ADP zooms up 26pc (The Daily Star, May 29, 2013)
The National Economic Council has sanctioned a Tk 65,870 crore budget for fiscal 2013-14′s annual development programme, which is 26 percent higher than the current fiscal year’s ADP allocation:
· The transport sector got Tk 15,363 crore, which is 89 percent higher than the current fiscal year’s allocation. The Padma Bridge project got 6,852 crore alone. Please see Padma to eat up ADP for more information.
· The power sector got the second highest allocation of Tk 9,053 crore.
· The education sector got Tk 8,766 crore, which is 18 percent higher.
· Health sector saw a 2 percent increase only, i.e. Tk 4,239 crore.
· The agricultural sector’s allocation stood at Tk 3,721 crore, which is 26 percent higher than the current fiscal year’s.
· The total number of projects is 1,046, around 60 percent of which will be funded by the government.
Rajuk role in question (The Daily Star, May 29, 2013)
Architects
and civil engineers now question the role of Rajuk in the unbridled growth of
illegal buildings as well as the government’s reluctance in approving the required
amount of manpower for identifying rickety structures like Rana Plaza.
The president of Institute of Architects Bangladesh contends that the building
law, safety precautions and mandatory Bangladesh National Building Code (BNBC)
have not been followed in constructing thousands of buildings in Savar and
other fringe areas of the capital. Rajuk is legally responsible to control development
within its 1,528-square kilometres area of Dhaka Metropolitan Development Plan
(master plan) as per the Town Improvement Act.

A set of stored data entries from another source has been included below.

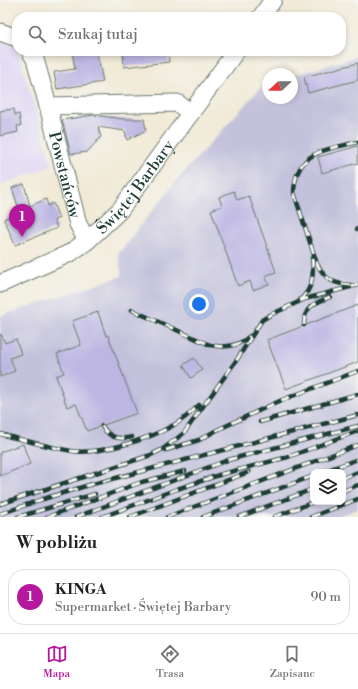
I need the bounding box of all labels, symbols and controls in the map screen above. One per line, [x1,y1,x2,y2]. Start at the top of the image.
search box [12,12,346,56]
icon: search [26,23,48,45]
text: Szukaj tutaj [58,25,138,44]
north arrow [262,68,298,104]
street label: Powstańców [44,130,85,221]
street label: Świętej Barbary [91,136,179,238]
pin: 1 [9,204,35,237]
your location [189,294,209,314]
map controls [310,469,346,505]
button: layers [310,469,346,505]
text: W pobliżu [16,532,97,554]
text: KINGA [55,580,106,599]
text: 1 [27,589,33,605]
text: 90 m [310,589,341,605]
text: Supermarket · Świętej Barbary [55,599,231,615]
tab: Mapa [43,643,70,681]
tab: Trasa [156,643,184,681]
tab: Zapisane [270,643,315,681]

Reforms to help cut subsidy by 24pc (The Daily Star, May 28, 2013)
The government’s spending on subsidy may go down by 24 percent next fiscal year due to various reforms and price adjustments. However, this projected decrease is partially a result of a likely 7% upward revision of the current fiscal year’s budget. The total allocation for subsidy will be Tk 28,695 crore next year compared with the original 2012-2013 budget of Tk 35,045 crore (or an 18% decline). A special audit will be carried out in the state enterprises that deal with fuel, electricity and fertilizers to contain misuse and increase efficiency resulting in reduced subsidy spending.

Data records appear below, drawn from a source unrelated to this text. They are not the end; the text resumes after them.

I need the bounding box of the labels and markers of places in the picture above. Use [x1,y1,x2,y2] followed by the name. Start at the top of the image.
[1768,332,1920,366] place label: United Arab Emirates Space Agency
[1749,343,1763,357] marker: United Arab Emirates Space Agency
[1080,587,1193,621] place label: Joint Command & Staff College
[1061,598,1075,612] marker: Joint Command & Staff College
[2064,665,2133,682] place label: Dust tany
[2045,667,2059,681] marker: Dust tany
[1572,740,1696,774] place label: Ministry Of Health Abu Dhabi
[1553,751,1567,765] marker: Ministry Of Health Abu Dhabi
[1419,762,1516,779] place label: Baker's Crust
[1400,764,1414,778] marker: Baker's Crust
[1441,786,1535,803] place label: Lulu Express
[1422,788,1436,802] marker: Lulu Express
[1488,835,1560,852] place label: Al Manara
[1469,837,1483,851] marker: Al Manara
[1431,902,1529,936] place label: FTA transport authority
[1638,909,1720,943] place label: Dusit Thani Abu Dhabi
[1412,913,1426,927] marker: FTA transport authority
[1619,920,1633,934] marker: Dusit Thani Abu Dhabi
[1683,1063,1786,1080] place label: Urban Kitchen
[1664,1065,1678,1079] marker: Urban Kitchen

Rehab urges government to allow black money (Dhaka Tribune, May 27, 2013)
The Real Estate and Housing Association of
Bangladesh (Rehab) has asked the government to incorporate a provision in the
upcoming budget allowing people with “legally” earned undisclosed money or
black money, to purchase flats and apartments. According to the Rehab, the
slump in the real estate sector dictates that buyers should be allowed to make
their first purchases without revealing their sources of income. It has also
urged the finance minister to lower levies on land and apartments from the
existing 12.5% to 4.5%. Meanwhile, Transparency International Bangladesh (TIB),
a global corruption watchdog has raised concerns about the probable move to
allow whitening of black money terming it “illogical” and “completely
contradictory to the constitution.”
Tannery relocation remains a far cry (Dhaka Tribune, May 28, 2013)

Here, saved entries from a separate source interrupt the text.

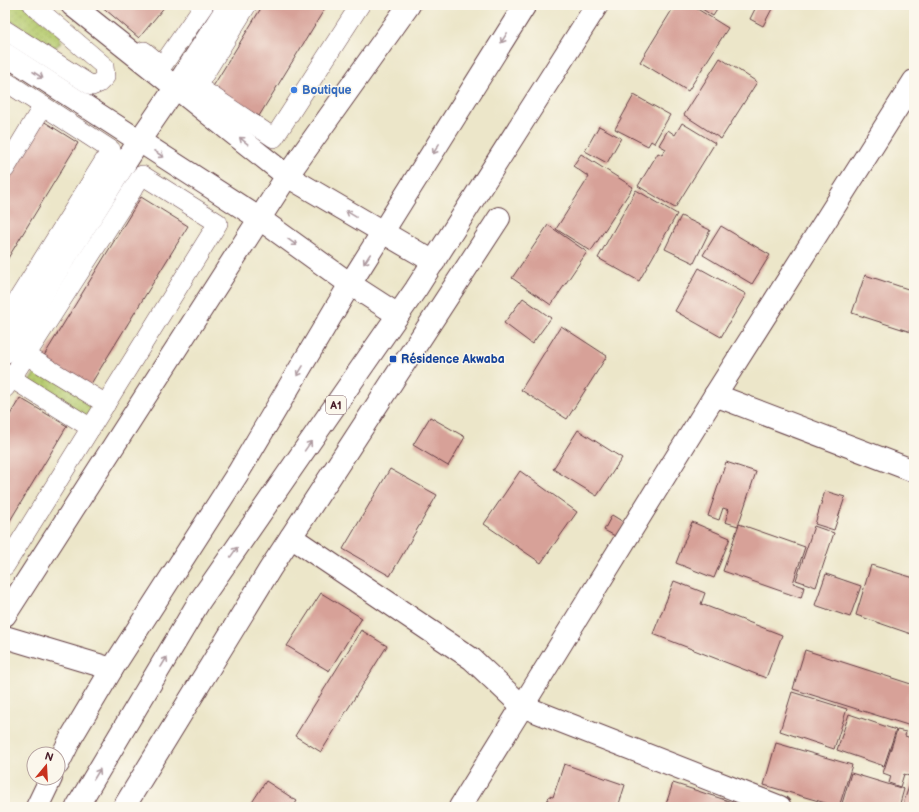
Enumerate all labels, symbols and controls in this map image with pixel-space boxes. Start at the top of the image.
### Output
one-way arrow [500,32,508,44]
one-way arrow [32,71,43,79]
place label: Boutique [302,83,352,98]
marker: Boutique [289,85,299,95]
one-way arrow [239,137,250,145]
one-way arrow [431,143,439,155]
one-way arrow [153,149,164,158]
one-way arrow [346,209,358,217]
one-way arrow [286,238,297,246]
one-way arrow [363,253,371,264]
place label: Résidence Akwaba [401,352,505,367]
marker: Résidence Akwaba [388,354,398,364]
one-way arrow [296,365,304,377]
road number: A1 [326,396,346,414]
one-way arrow [304,440,312,451]
one-way arrow [230,547,238,558]
one-way arrow [160,657,168,668]
north arrow [26,746,66,786]
text: N [43,750,55,764]
one-way arrow [94,768,102,780]

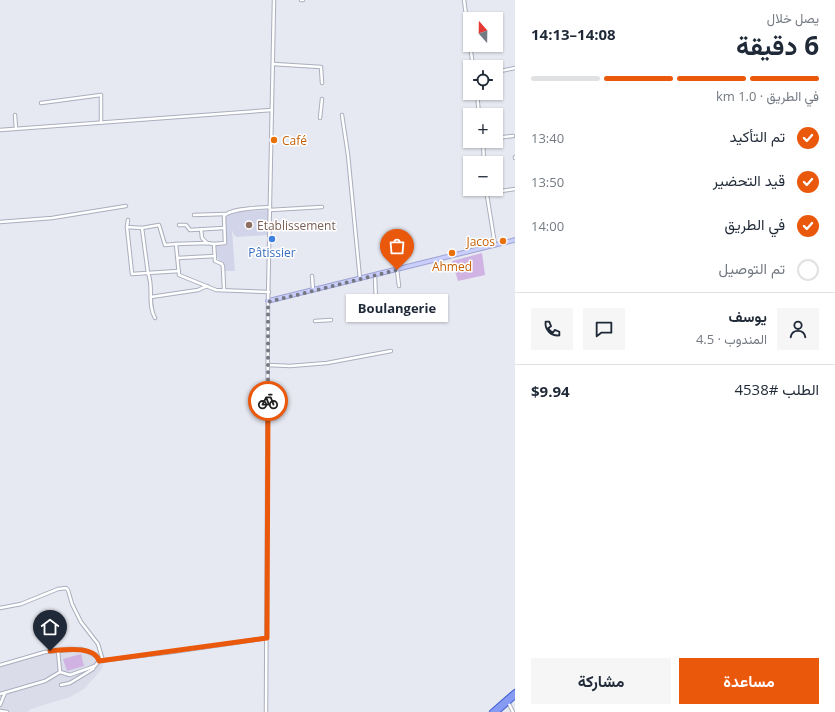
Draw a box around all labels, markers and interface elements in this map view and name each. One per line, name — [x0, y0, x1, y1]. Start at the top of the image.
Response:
text: يصل خلال — [767, 9, 819, 27]
north arrow — [463, 12, 503, 52]
map controls — [463, 12, 503, 196]
text: 14:08–14:13 — [531, 24, 616, 44]
text: 6 دقيقة — [736, 27, 819, 63]
button: locate — [463, 60, 503, 100]
text: في الطريق · 1.0 km — [716, 87, 819, 105]
button: + — [463, 108, 503, 148]
text: تم التأكيد — [729, 126, 785, 146]
icon: check — [797, 127, 819, 149]
text: 13:40 — [531, 129, 564, 147]
place label: Café — [282, 132, 307, 149]
marker: Café — [269, 135, 279, 145]
button: − — [463, 156, 503, 196]
text: قيد التحضير — [713, 170, 785, 190]
icon: check — [797, 171, 819, 193]
text: 13:50 — [531, 173, 564, 191]
text: في الطريق — [725, 214, 785, 234]
icon: check — [797, 215, 819, 237]
place label: Etablissement — [257, 217, 336, 234]
text: 14:00 — [531, 217, 564, 235]
marker: Etablissement — [244, 220, 254, 230]
pin — [380, 229, 414, 270]
place label: Jacos — [465, 233, 495, 250]
marker: Pâtissier — [267, 234, 277, 244]
icon: bag — [386, 235, 408, 257]
marker: Jacos — [498, 236, 508, 246]
place label: Pâtissier — [248, 244, 296, 261]
marker: Ahmed — [447, 248, 457, 258]
place label: Ahmed — [432, 258, 472, 275]
text: تم التوصيل — [719, 258, 785, 278]
callout: Boulangerie — [346, 294, 448, 322]
text: Boulangerie — [358, 299, 436, 317]
text: يوسف — [729, 306, 767, 326]
button: phone — [531, 308, 573, 350]
button: chat — [583, 308, 625, 350]
button: person — [777, 308, 819, 350]
text: المندوب · 4.5 — [696, 330, 767, 348]
text: الطلب #4538 — [734, 379, 819, 399]
courier — [248, 381, 288, 421]
text: $9.94 — [531, 381, 570, 401]
icon: bike — [257, 390, 279, 412]
pin — [33, 610, 67, 651]
icon: home — [39, 616, 61, 638]
button: مشاركة — [531, 658, 671, 704]
button: مساعدة — [679, 658, 819, 704]

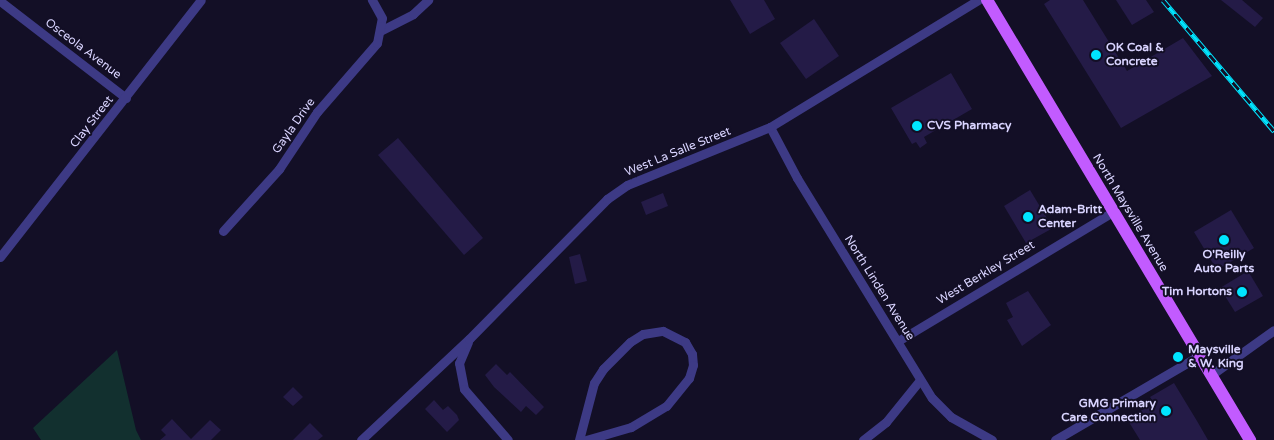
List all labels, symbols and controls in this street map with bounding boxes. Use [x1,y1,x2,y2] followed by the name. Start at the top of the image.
[42,16,124,82] street label: Osceola Avenue
[1106,41,1164,69] place label: OK Coal & Concrete
[1090,49,1102,61] marker: OK Coal & Concrete
[67,93,117,151] street label: Clay Street
[270,95,318,157] street label: Gayla Drive
[927,119,1011,133] place label: CVS Pharmacy
[911,120,923,132] marker: CVS Pharmacy
[623,124,733,180] street label: West La Salle Street
[1089,151,1171,275] street label: North Maysville Avenue
[1038,203,1102,231] place label: Adam-Britt Center
[1022,211,1034,223] marker: Adam-Britt Center
[841,233,917,343] street label: North Linden Avenue
[1218,234,1230,246] marker: O'Reilly Auto Parts
[934,238,1038,308] street label: West Berkley Street
[1194,248,1254,276] place label: O'Reilly Auto Parts
[1162,285,1232,299] place label: Tim Hortons
[1236,286,1248,298] marker: Tim Hortons
[1188,343,1244,371] place label: Maysville & W. King
[1172,351,1184,363] marker: Maysville & W. King
[1061,397,1156,425] place label: GMG Primary Care Connection
[1160,405,1172,417] marker: GMG Primary Care Connection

Continued disagreements between the
government authorities and tannery owners over who should bear the cost of
relocating tanneries to Savar have brought the long delayed relocation to a
standstill. Tannery owners are refusing to pay for relocation and central
effluent treatment plant (CETP) as the estimated cost for the project has increased
over five times in the last decade. According to them, the government originally
accepted responsible for the costs when it initiated the tannery relocation move
in 2003. Later, the government deviated from its original plan and attempted to
push the relocation expense on the owners via a 15 year loan agreement.
According to the High Court’s order, the government was supposed to shift the
tannery units from Dhaka to a proposed leather
estate at Harindhara in Savar by February 28, 2010.